Aplicación de técnicas de aprendizaje automático a la monitorización de la calidad de masas de agua mediante técnicas de teledetección

  1. García Díaz, Daniel
Supervised by:
  1. Jesús Marco de Lucas Director
  2. Fernando Aguilar Gómez Co-director

Defence university: Universidad de Cantabria

Fecha de defensa: 25 January 2023

Committee:
  1. Lara Lloret Iglesias Chair
  2. Gabriel Navarro Almendros Secretary
  3. Agustín Pedro Monteoliva Herreras Committee member

Type: Thesis

Teseo: 782853 DIALNET lock_openUCrea editor

Abstract

This thesis addresses the problem of monitoring the quality of continental water masses and the eutrophication episodes through space remote sensing data published openly by the European Space Agency (ESA) and NASA (National Aeronautics and Space Administration) for their Sentinel-2 and Landsat 8 space missions.

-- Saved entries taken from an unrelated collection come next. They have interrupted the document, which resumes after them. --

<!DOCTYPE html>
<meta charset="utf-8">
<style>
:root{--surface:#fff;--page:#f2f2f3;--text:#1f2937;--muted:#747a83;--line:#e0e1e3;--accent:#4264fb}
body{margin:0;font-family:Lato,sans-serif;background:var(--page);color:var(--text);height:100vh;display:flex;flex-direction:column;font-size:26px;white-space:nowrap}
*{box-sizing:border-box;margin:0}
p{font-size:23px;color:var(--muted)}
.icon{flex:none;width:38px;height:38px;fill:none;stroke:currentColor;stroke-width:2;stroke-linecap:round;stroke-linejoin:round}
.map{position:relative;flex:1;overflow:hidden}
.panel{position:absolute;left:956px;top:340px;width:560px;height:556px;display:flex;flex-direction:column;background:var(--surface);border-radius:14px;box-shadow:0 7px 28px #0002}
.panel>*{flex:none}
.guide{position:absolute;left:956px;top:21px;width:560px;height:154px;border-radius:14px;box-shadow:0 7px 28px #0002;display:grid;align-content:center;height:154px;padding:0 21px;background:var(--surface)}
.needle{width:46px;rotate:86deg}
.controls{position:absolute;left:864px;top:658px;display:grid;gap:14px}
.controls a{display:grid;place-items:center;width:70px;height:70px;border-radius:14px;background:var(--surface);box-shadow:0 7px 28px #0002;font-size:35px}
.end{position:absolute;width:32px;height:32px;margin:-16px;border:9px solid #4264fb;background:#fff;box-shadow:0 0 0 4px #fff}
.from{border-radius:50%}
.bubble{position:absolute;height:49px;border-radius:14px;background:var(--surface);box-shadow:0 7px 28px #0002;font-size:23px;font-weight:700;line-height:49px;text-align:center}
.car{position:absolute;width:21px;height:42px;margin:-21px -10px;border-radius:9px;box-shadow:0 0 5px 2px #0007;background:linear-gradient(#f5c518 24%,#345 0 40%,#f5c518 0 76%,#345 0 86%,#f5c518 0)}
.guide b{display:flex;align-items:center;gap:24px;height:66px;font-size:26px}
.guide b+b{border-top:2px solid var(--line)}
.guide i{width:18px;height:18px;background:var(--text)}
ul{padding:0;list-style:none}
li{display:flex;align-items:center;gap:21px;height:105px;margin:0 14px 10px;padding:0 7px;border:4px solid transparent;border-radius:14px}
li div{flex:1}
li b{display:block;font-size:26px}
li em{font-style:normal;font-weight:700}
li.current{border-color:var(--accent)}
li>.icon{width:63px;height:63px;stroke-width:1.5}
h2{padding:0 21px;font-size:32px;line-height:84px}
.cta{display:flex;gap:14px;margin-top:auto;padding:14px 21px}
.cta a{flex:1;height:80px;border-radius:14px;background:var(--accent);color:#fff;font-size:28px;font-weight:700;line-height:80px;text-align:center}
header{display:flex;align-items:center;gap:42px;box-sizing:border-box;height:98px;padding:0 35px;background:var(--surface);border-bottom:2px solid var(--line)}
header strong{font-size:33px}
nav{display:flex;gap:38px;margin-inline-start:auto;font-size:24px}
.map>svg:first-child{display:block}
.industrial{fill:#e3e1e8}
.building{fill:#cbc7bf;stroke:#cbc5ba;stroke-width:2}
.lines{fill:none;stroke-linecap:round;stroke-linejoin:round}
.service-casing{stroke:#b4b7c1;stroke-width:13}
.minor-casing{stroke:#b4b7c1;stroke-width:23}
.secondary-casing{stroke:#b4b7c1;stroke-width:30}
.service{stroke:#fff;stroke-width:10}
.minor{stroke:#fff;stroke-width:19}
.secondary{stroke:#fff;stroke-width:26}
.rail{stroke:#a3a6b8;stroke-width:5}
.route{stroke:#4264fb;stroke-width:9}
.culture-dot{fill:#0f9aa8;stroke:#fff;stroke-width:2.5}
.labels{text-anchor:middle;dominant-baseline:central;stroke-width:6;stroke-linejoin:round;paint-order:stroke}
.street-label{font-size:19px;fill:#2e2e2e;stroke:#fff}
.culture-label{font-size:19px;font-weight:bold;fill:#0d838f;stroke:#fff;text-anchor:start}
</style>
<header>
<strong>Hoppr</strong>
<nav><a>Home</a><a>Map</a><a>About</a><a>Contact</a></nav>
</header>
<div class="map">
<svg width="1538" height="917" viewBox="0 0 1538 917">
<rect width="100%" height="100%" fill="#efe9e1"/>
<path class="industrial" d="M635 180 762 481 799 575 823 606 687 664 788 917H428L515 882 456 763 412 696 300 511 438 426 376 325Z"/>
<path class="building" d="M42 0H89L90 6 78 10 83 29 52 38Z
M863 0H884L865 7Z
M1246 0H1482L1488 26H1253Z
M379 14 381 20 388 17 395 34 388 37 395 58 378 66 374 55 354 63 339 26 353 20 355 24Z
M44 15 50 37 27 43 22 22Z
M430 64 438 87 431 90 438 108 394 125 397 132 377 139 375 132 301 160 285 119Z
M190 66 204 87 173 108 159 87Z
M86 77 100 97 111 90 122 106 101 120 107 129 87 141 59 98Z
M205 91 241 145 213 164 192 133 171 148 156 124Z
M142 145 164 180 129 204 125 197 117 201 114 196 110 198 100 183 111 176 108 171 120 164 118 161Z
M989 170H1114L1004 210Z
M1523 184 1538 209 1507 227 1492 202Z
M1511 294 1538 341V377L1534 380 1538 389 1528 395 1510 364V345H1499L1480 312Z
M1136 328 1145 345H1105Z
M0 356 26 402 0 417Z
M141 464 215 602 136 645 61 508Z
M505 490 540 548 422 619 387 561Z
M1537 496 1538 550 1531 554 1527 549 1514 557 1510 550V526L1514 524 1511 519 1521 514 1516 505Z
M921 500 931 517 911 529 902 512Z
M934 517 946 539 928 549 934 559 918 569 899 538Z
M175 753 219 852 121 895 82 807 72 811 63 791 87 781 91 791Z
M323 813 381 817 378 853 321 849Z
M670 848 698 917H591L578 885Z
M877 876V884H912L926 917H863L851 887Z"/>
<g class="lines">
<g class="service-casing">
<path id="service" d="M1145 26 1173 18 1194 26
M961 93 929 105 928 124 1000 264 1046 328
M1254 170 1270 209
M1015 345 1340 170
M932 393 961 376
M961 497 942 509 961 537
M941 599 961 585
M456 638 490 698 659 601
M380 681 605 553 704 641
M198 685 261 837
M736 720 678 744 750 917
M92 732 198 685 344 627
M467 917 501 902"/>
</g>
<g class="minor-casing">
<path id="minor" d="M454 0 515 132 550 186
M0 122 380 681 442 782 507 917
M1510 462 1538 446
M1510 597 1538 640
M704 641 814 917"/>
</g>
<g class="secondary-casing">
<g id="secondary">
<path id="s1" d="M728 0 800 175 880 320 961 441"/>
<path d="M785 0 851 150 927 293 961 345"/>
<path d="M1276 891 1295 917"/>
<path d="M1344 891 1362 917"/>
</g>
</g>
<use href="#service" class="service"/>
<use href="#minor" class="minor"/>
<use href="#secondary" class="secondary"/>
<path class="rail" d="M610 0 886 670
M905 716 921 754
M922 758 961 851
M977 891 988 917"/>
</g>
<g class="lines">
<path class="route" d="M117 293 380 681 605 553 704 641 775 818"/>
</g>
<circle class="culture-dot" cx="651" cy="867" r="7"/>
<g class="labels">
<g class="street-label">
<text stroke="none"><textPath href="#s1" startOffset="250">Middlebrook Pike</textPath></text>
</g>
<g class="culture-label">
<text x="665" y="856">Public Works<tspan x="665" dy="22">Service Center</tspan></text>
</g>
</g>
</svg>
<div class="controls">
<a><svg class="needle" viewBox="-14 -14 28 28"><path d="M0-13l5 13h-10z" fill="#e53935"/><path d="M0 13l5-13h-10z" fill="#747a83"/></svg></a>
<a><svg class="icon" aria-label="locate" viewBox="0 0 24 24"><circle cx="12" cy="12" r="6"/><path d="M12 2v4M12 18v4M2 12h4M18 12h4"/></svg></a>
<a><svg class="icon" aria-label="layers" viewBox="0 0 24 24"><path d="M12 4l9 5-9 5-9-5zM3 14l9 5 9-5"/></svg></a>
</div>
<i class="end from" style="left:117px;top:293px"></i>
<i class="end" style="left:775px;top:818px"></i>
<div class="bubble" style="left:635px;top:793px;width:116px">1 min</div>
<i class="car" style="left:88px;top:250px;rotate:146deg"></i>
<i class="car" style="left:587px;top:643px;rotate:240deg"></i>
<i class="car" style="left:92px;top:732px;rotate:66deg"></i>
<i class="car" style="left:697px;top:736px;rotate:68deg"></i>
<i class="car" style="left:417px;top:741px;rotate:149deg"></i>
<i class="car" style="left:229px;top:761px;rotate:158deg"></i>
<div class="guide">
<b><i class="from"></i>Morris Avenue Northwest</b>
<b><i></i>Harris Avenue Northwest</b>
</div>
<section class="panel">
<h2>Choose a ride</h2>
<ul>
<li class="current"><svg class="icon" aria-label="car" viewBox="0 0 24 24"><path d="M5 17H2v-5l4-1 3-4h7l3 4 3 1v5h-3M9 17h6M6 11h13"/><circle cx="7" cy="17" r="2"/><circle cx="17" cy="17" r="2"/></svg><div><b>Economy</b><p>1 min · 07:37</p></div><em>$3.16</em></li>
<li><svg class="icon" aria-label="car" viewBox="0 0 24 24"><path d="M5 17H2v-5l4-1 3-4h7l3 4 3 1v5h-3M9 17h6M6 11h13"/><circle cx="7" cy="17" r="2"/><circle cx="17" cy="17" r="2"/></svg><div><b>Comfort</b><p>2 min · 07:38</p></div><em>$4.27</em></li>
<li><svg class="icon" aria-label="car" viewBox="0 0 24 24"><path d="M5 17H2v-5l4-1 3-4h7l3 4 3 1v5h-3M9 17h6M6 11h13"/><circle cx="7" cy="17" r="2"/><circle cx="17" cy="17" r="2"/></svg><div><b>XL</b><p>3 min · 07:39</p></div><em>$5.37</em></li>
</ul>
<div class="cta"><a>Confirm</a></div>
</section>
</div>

In this work, recent automatic deep learning techniques are introduced, both in the preprocessing of the images and the inference of the water quality variables to be monitored. Thanks to these techniques, a new method is successfully proposed to monitor the temperature and chlorophyll concentration of a eutrophic reservoir, estimating both variables reliably both temporally and spatially. The final result is an automatic system for monitoring the trophic state of freshwater masses through the concentration of chlorophyll-a, which only uses open data provided by the main operational satellites.